# WORK ORDER
Please return exactly the lines from the top of the data through the line that contains "margin:0; padding:0; list-style:none", and skip all pictures.
======== DATA UNDER STUDY ========
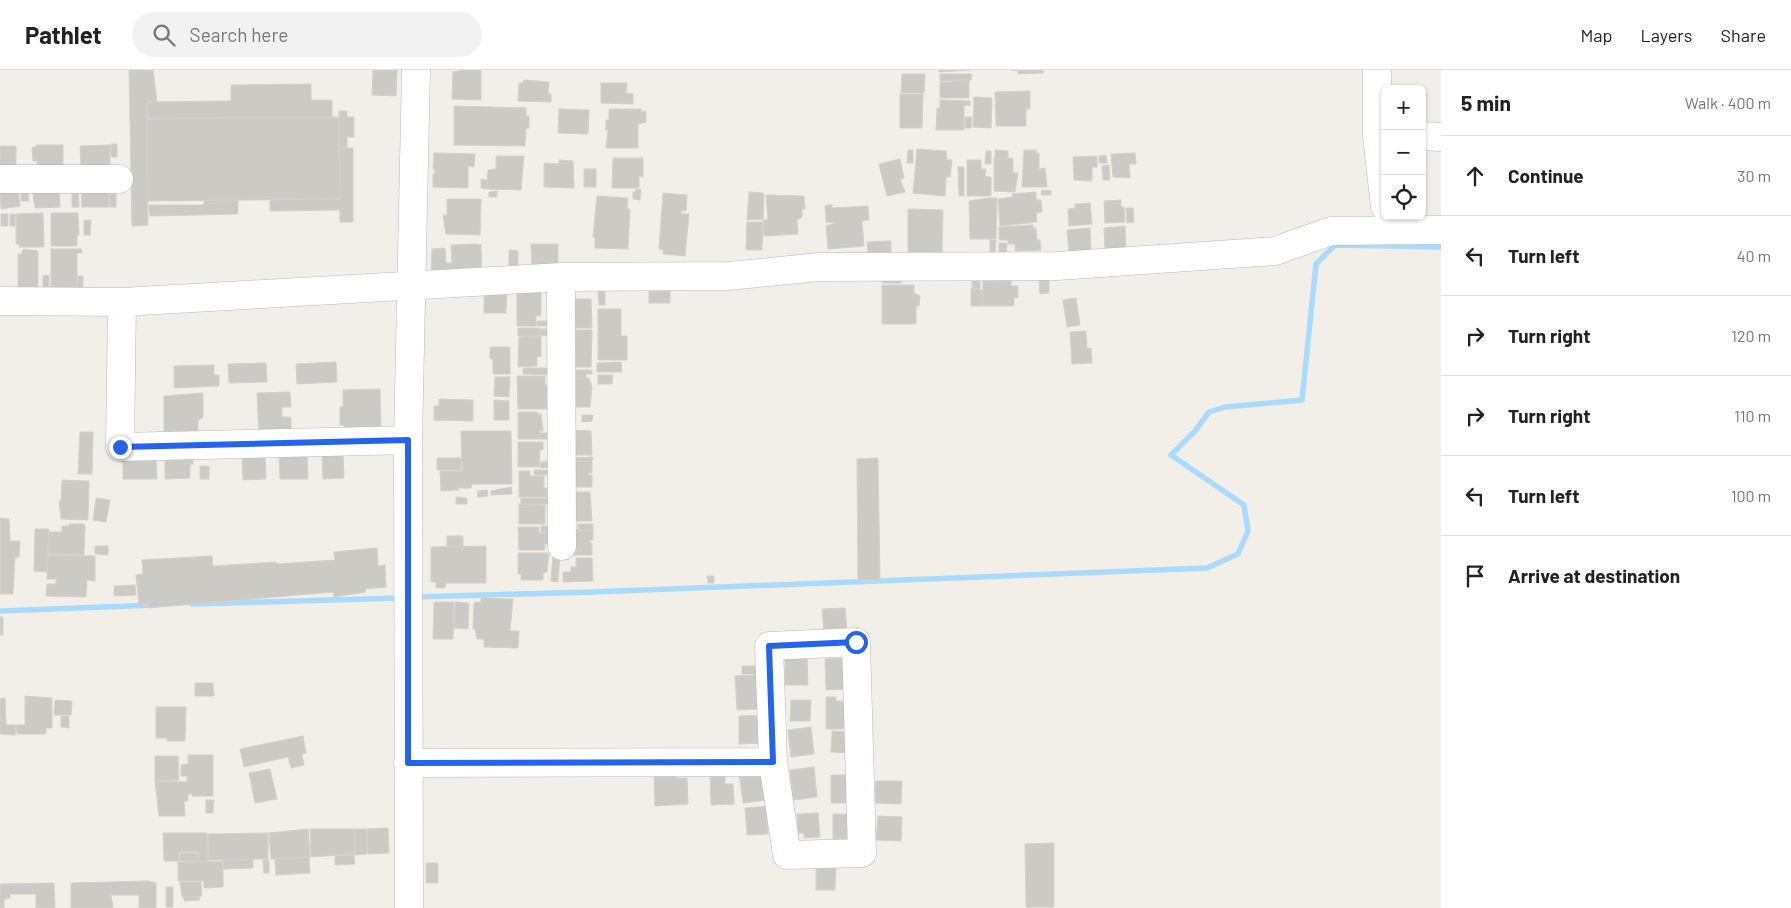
<!DOCTYPE html>
<html lang="en">
<head>
<meta charset="utf-8">
<style>
	body { margin:0; font-family:Barlow,sans-serif; background:#f2f2f2; color:#222 }
	.controls { position:absolute; right:15px; top:15px; display:grid; overflow:hidden; border-radius:8px; box-shadow:0 1px 4px #0004 }
	.controls button { width:45px; height:45px; display:grid; place-items:center; padding:0; border:0; border-bottom:1px solid #e0e0e0; background:#fff; color:#222; font:25px sans-serif }
	.stop { position:absolute; width:15px; height:15px; margin:-11px; border:4px solid #2563eb; border-radius:50%; background:#fff }
	.stop.end { background:#2563eb; border-color:#fff; box-shadow:0 1px 5px #0008 }
	.list { margin:0; padding:0; list-style:none }
	h2 { display:flex; justify-content:space-between; align-items:center; height:65px; margin:0; padding:0 20px; font-size:21px }
	h2 small { font-size:16px; font-weight:400; color:#767676 }
	.list li { display:grid; grid-template-columns:32px 1fr auto; gap:15px; align-items:center; box-sizing:border-box; height:80px; padding:0 20px; border-top:1px solid #e0e0e0 }
	.list b { display:block; font-size:19px; white-space:nowrap }
	.list em { font-size:16px; font-style:normal; color:#767676 }
	.icon { flex:none; width:28px; height:28px; fill:none; stroke:currentColor; stroke-width:2; stroke-linecap:round; stroke-linejoin:round }
	.map { position:relative; flex:none; width:1441px; height:838px; overflow:hidden }
	header { display:flex; align-items:center; gap:30px; box-sizing:border-box; height:70px; padding:0 25px; background:#fff; border-bottom:1px solid #e0e0e0 }
	header strong { font-size:24px }
	nav { display:flex; gap:28px; margin-inline-start:auto; font-size:18px }
	.search { width:350px; height:45px; background:#f2f2f2; display:flex; align-items:center; gap:12px; box-sizing:border-box; padding:0 18px; border-radius:28px; color:#767676; font-size:19px }
	main { display:flex }
	aside { flex:1; background:#fff }
	.map>svg:first-child { display:block }
	.lines { fill:none; stroke-linecap:round; stroke-linejoin:round }
	.stream { stroke:#aadaff; stroke-width:5.5 }
	.building { fill:#cccac5; stroke:#d6d1c6 }
	.minor-casing { stroke:#b5b8bc; stroke-width:29 }
	.minor { stroke:#fff; stroke-width:28 }
	.route { stroke:#2563eb; stroke-width:6 }
</style>
</head>
<body>
<header>
<strong>Pathlet</strong>
<div class="search"><svg class="icon" aria-label="search" viewBox="0 0 24 24"><circle cx="10" cy="10" r="6"/><path d="M15 15l6 6"/></svg>Search here</div>
<nav><a>Map</a><a>Layers</a><a>Share</a></nav>
</header>
<main>
<div class="map">
<svg width="1441" height="838" viewBox="0 0 1441 838">
	<rect width="100%" height="100%" fill="#f1efe8"/>
	<g class="lines">
		<path class="stream" d="M414 527 593 522 1207 498 1238 484 1248 461 1244 435 1171 385 1195 361 1209 342 1225 337 1302 330 1316 194 1335 175 1441 177
			M192 534 400 528
			M0 541 155 535"/>
	</g>
	<path class="building" d="M129 0H153L157 32H147L148 155 132 156Z
		M373 0H397L396 26 372 25Z
		M463 0H481V30L452 29 453 2Z
		M939 0H970L939 2Z
		M1011 0H1043V3L1018 4V1Z
		M902 4H925L924 23H901Z
		M940 4H972L971 10 940 11Z
		M524 10 549 12 548 24H551V32L518 31 519 13H523Z
		M952 10H969V28H940V12H952Z
		M601 13H627L626 23 633 24V34L601 33Z
		M311 14V30H332V48L147 49V32L231 31V15Z
		M1030 21V39H1026V56H996L995 22Z
		M900 24H923L922 58H900Z
		M974 27 992 28 991 58 973 57Z
		M940 30 970 31V36L964 35V60H936L937 38H940Z
		M454 36 526 38V46H529V58H526L525 76 454 75Z
		M559 39 589 40 588 64 558 63Z
		M609 39H641V42L646 41V52L638 54V78H606L608 60H606V50H609Z
		M339 41H347V47H354V67H347V78H339Z
		M339 47 340 129 148 131 147 49Z
		M965 47H972L971 58H965Z
		M111 74H117V87H111Z
		M38 75H63V97L37 99V91H33L32 78Z
		M110 75V97L81 96 80 76Z
		M0 76H16V99H0Z
		M339 78H353V152H340V140L270 141V130L340 129Z
		M917 79 946 81 947 90H952L950 107H946L945 126 913 123Z
		M908 80H913V93H907Z
		M995 80 1008 81V88H995Z
		M1024 80H1036V83H1039V99L1045 98 1047 117H1022Z
		M986 81H991V94H985Z
		M434 83 475 84 474 97 468 96V118L433 117V104H435V100L433 99Z
		M1135 83 1136 94H1129L1130 108 1113 107 1111 84Z
		M1106 85 1107 93H1099V86Z
		M496 86H524L521 120 487 119 488 100 496 99Z
		M1097 86V97H1092V111L1074 110 1073 87Z
		M613 88H643V107L639 106V118H612Z
		M994 88H1013V103H1018L1015 122 994 121Z
		M900 89 904 108 900 109 905 122 887 126 879 94Z
		M559 90 573 91 574 118 544 117V93L559 94Z
		M967 90H981V99H986L985 107H991V126H967Z
		M1109 95 1110 110H1103L1102 96Z
		M958 97H964V126H959Z
		M584 99H596V117H584Z
		M481 109 487 110V119L481 118Z
		M21 116H28L29 131H21Z
		M72 116H78L79 137H72Z
		M81 116H108L109 137H82Z
		M32 117 59 118 60 137 35 138Z
		M0 118 18 120 20 136 1 139Z
		M636 119 641 120 640 130 633 129V122H636Z
		M1042 120 1051 121V125H1041Z
		M497 121V127H489V122Z
		M749 122 763 123 764 125 763 149 747 150Z
		M1036 122V130H1041L1042 142 1036 143 1037 152 1000 156 998 129 1013 127 1012 124Z
		M663 123 687 125 686 141H681V144H689L685 186 663 184V180L659 179Z
		M109 124H116V137H110Z
		M766 125 804 126 805 139H802V147L797 150 798 164 764 166 763 150H768Z
		M597 126 628 128 627 139H630L628 179 595 178V168L593 167Z
		M987 128H997L996 169H970L969 131Z
		M447 129H481L480 165 446 164 443 145H447Z
		M205 130H238V144L150 146 149 135H203Z
		M1121 130V137H1124L1125 152 1105 153 1104 131Z
		M1090 133 1092 154 1069 156 1068 139 1075 138V134Z
		M827 135H832V138L868 136 869 150 862 151 864 176 828 179 826 156 836 153 826 152 825 136Z
		M1126 138H1133L1134 152 1127 153Z
		M908 139 943 140 942 185 908 184Z
		M43 143 44 177H19V174H16V144Z
		M53 143H78L79 165H77V176H51V144Z
		M1 144H8V156H1Z
		M10 144H15V156H10Z
		M84 150H91L90 165H84Z
		M747 152H763L762 180H746Z
		M1033 155V158H1036L1037 170H1040L1041 180 1015 181V174H1008V170H999V157Z
		M1125 156 1126 179 1105 180 1104 158Z
		M1090 158 1091 180 1069 182 1067 160Z
		M990 170H996L995 183 990 182Z
		M891 171V185H868L867 172Z
		M999 173H1007L1006 186H999Z
		M475 174 481 175 482 206 431 208 432 179 445 178 446 193H452L451 175Z
		M531 174H558V198L532 199Z
		M23 179 38 181V216L36 218H18V184H22Z
		M51 179H81L82 183H77V219L51 220Z
		M509 180 518 181V197H509Z
		M882 203H901V213H882Z
		M49 205V221H43V206Z
		M972 205H980V219H972Z
		M78 206H83V219H77Z
		M983 207H1011V216H1018V228L1014 227V236H982Z
		M1039 207H1049V223L1040 224Z
		M882 215H914V223L920 226 919 236H916V254H882Z
		M598 219H605V235H599Z
		M971 219 982 220V236H971Z
		M517 220H541V246H536V256H517Z
		M484 221H507L506 243H484Z
		M649 221H670V233H649Z
		M1076 228 1080 255 1067 257 1063 230Z
		M569 229H591L592 258H572Z
		M598 239H621V266H627V290H598Z
		M537 251H551V256H537Z
		M518 258H539V266H518Z
		M539 259H551L550 266 539 265Z
		M575 260H592L591 297H571Z
		M1086 261 1087 278H1091L1092 293 1072 294 1070 262Z
		M541 266V286L537 287V296L518 297 519 267Z
		M490 277H510V304H493V289H490Z
		M336 292 337 312 297 314 296 294Z
		M621 292 622 302H597V293Z
		M266 293 267 312 229 313 228 294Z
		M214 295V305H219V316L174 318V296Z
		M523 298H552V305L523 304Z
		M570 300H592V304H586V308H572Z
		M598 305H613L612 314H598Z
		M517 306H545V315H548L550 339H518Z
		M495 307H510L509 327 494 326Z
		M589 308 592 317 590 337H573V309Z
		M380 319 381 360 344 361V355H340V337H343V320Z
		M290 322 291 337H282V347H291V365L259 366 257 323Z
		M203 323V348L198 350V369L164 370V326Z
		M439 329 473 330V351L434 350V336H439Z
		M494 330 509 331V350H494Z
		M518 342H538V344H541L543 361H539V369H518Z
		M582 345H593L592 351 582 352Z
		M569 360 591 361 592 385H569Z
		M461 361H511L512 414H472L471 418H458L459 420 441 421 440 401H462Z
		M80 362H93L92 404H78Z
		M539 363H552V369H539Z
		M518 372H543V380H540L539 397H518Z
		M322 381H343L344 408 323 409Z
		M265 382 266 409 243 410 242 383Z
		M279 382H307L308 409H280Z
		M165 386 193 388V394H190V408L165 409Z
		M156 387 157 409H123V388Z
		M593 387 592 391H574V388Z
		M437 388H461V400H437Z
		M878 388 880 510H858L857 389Z
		M553 391V397L540 398V392Z
		M592 391V403L589 402V405H592V417H570V392Z
		M200 396H209V409H200Z
		M534 400H552L551 405H534Z
		M519 401H530V406H544V418H547V427H519Z
		M62 410 89 411 88 450 61 449 59 431H61Z
		M511 417 512 424 491 425V421Z
		M487 420 488 426 478 427 477 421Z
		M575 422H590L592 451H571Z
		M456 427 467 428V434H456Z
		M96 428 110 430 106 452 93 450Z
		M521 428H552V434H521Z
		M519 434 545 435V454H519Z
		M0 448 9 449 10 471H20L19 487H15L13 524H0Z
		M69 454H84L85 457 84 485 48 484 49 462H62V456H69Z
		M578 454H593V460H578Z
		M541 456H553L552 463H541Z
		M518 457H539V463H552V474H545V480H519Z
		M35 459H49L47 502 34 501Z
		M573 460H593V470H590V473H592V485H573Z
		M447 466H463V476H447Z
		M95 476H108V485L95 484Z
		M486 476V513H446L445 518H436V512H431V477Z
		M377 478 378 496 385 495 386 517 365 519 366 522 334 527 333 522 148 538V534L139 535 136 505 143 504 142 490 212 486 213 496 276 492 277 494 335 490 334 482Z
		M518 483H549L547 502 543 503V510H521V504H518Z
		M48 485 95 486V511L87 510 86 527 46 526 47 514H56V509H47Z
		M553 486H560L558 512 551 511Z
		M576 488H592L593 511 563 512V502H571V497H576Z
		M707 506H714V513H708Z
		M135 515 136 525 114 526V516Z
		M481 528 513 529 510 561H519L518 578 484 577V569H477L475 559H473L474 532H481Z
		M434 532H454L453 569H433Z
		M455 532 469 533 468 559 454 558Z
		M845 538 847 560 824 562 822 539Z
		M0 547H3V565H0Z
		M785 588H807L808 615H785Z
		M848 588 849 619 826 620 825 589Z
		M742 596H758V604H742Z
		M758 605 760 639 737 640 735 606Z
		M195 613H213L214 626H195Z
		M25 626 52 628V658H46V664H17L16 655H25Z
		M826 627H836V631H848V659H826Z
		M5 628 6 655H16L15 665 0 664V629Z
		M55 630 72 631 71 645H54Z
		M791 630H811L810 651H790Z
		M156 637H186L185 671H167V668H156Z
		M765 645 766 673 739 674V646Z
		M61 646H69V658L61 657Z
		M811 657 814 684 791 687 788 660Z
		M832 661 849 662 848 683 831 682Z
		M303 666 306 683 302 684 304 695 291 698 288 687 244 697 240 679Z
		M188 685H213V726H192V724H188V731H184L185 746H159L155 711 187 712V706H181V695L188 694Z
		M155 686H178L179 710 155 711Z
		M814 697 817 727 793 730 790 700Z
		M270 699 277 729 255 733 249 703Z
		M675 703 676 708H687L688 734 655 736 654 704Z
		M710 704H725V714H733L734 734 711 735Z
		M739 704H763L767 730 743 733Z
		M831 705H849V733H831Z
		M876 711H902L901 734 875 733Z
		M206 730H214L213 743H206Z
		M771 736 772 748H767L768 764 747 765 745 738Z
		M818 743 820 767 804 768V763H798L797 744Z
		M833 744H850V773H833Z
		M878 746 902 747 901 771 876 770Z
		M388 758 389 783 368 784 367 759Z
		M308 759 310 787 271 789 269 763Z
		M310 759H354L355 784 311 787Z
		M354 759H367V784L355 785Z
		M163 763H207L208 791H198V782H179V791H164Z
		M268 763V789L208 790V764Z
		M1054 773V837H1026L1025 774Z
		M180 783H198V791H180Z
		M354 785 355 794 335 795V786Z
		M309 787 310 803 276 805 275 789Z
		M253 789V798L223 799V790Z
		M263 790H269V803H264Z
		M223 791V817L204 818V811H178V792Z
		M426 793H438V813H426Z
		M816 795 836 796 835 820H816Z
		M147 811 156 813V838H139V825H111L113 838H71V813Z
		M180 812H201L202 826 182 827Z
		M54 813 55 838H36V824H10V828L4 829V838H0V814Z
		M166 817H173V837H166Z
		M199 826 200 830 184 831V827Z"/>
	<g class="lines">
		<g class="minor-casing">
			<path id="minor" d="M1377 0V66L1385 137
				M1422 66 1441 67
				M0 109H119
				M561 207 562 476
				M0 231 122 232 561 207 729 206 819 197 1057 196 1275 181 1331 161 1441 160
				M122 232 120 377 408 370
				M856 572 862 783 787 785 773 692 769 576Z
				M408 693 773 692
				M409 838 408 370 416 0"/>
		</g>
		<use href="#minor" class="minor"/>
	</g>
	<g class="lines">
		<path class="route" d="M120 377 408 370V693L773 692 769 576 856 572"/>
	</g>
</svg>
<div class="controls">
<button>+</button>
<button>−</button>
<button><svg class="icon" aria-label="locate" viewBox="0 0 24 24"><circle cx="12" cy="12" r="6"/><path d="M12 2v4M12 18v4M2 12h4M18 12h4"/></svg></button>
</div>
<div class="stop" style="left:856px;top:572px"></div>
<div class="stop end" style="left:120px;top:377px"></div>
</div>
<aside>
<h2>5 min<small>Walk · 400 m</small></h2>
<ul class="list">
<li><svg class="icon" aria-label="ahead" viewBox="0 0 24 24"><path d="M12 20V5M6 11l6-6 6 6"/></svg><div><b>Continue</b></div><em>30 m</em></li>
<li><svg class="icon" aria-label="left" viewBox="0 0 24 24"><path d="M17 20v-9H6M10 6l-5 5 5 5"/></svg><div><b>Turn left</b></div><em>40 m</em></li>
<li><svg class="icon" aria-label="right" viewBox="0 0 24 24"><path d="M7 20v-9h11M14 6l5 5-5 5"/></svg><div><b>Turn right</b></div><em>120 m</em></li>
<li><svg class="icon" aria-label="right" viewBox="0 0 24 24"><path d="M7 20v-9h11M14 6l5 5-5 5"/></svg><div><b>Turn right</b></div><em>110 m</em></li>
<li><svg class="icon" aria-label="left" viewBox="0 0 24 24"><path d="M17 20v-9H6M10 6l-5 5 5 5"/></svg><div><b>Turn left</b></div><em>100 m</em></li>
<li><svg class="icon" aria-label="arrive" viewBox="0 0 24 24"><path d="M6 21V4h12l-3 4 3 4H6"/></svg><div><b>Arrive at destination</b></div></li>
</ul>
</aside>
</main>
</body>
</html>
========
# WRITTEN SOLUTION
<!DOCTYPE html>
<html lang="en">
<head>
<meta charset="utf-8">
<style>
	body { margin:0; font-family:Barlow,sans-serif; background:#f2f2f2; color:#222 }
	.controls { position:absolute; right:15px; top:15px; display:grid; overflow:hidden; border-radius:8px; box-shadow:0 1px 4px #0004 }
	.controls button { width:45px; height:45px; display:grid; place-items:center; padding:0; border:0; border-bottom:1px solid #e0e0e0; background:#fff; color:#222; font:25px sans-serif }
	.stop { position:absolute; width:15px; height:15px; margin:-11px; border:4px solid #2563eb; border-radius:50%; background:#fff }
	.stop.end { background:#2563eb; border-color:#fff; box-shadow:0 1px 5px #0008 }
	.list { margin:0; padding:0; list-style:none }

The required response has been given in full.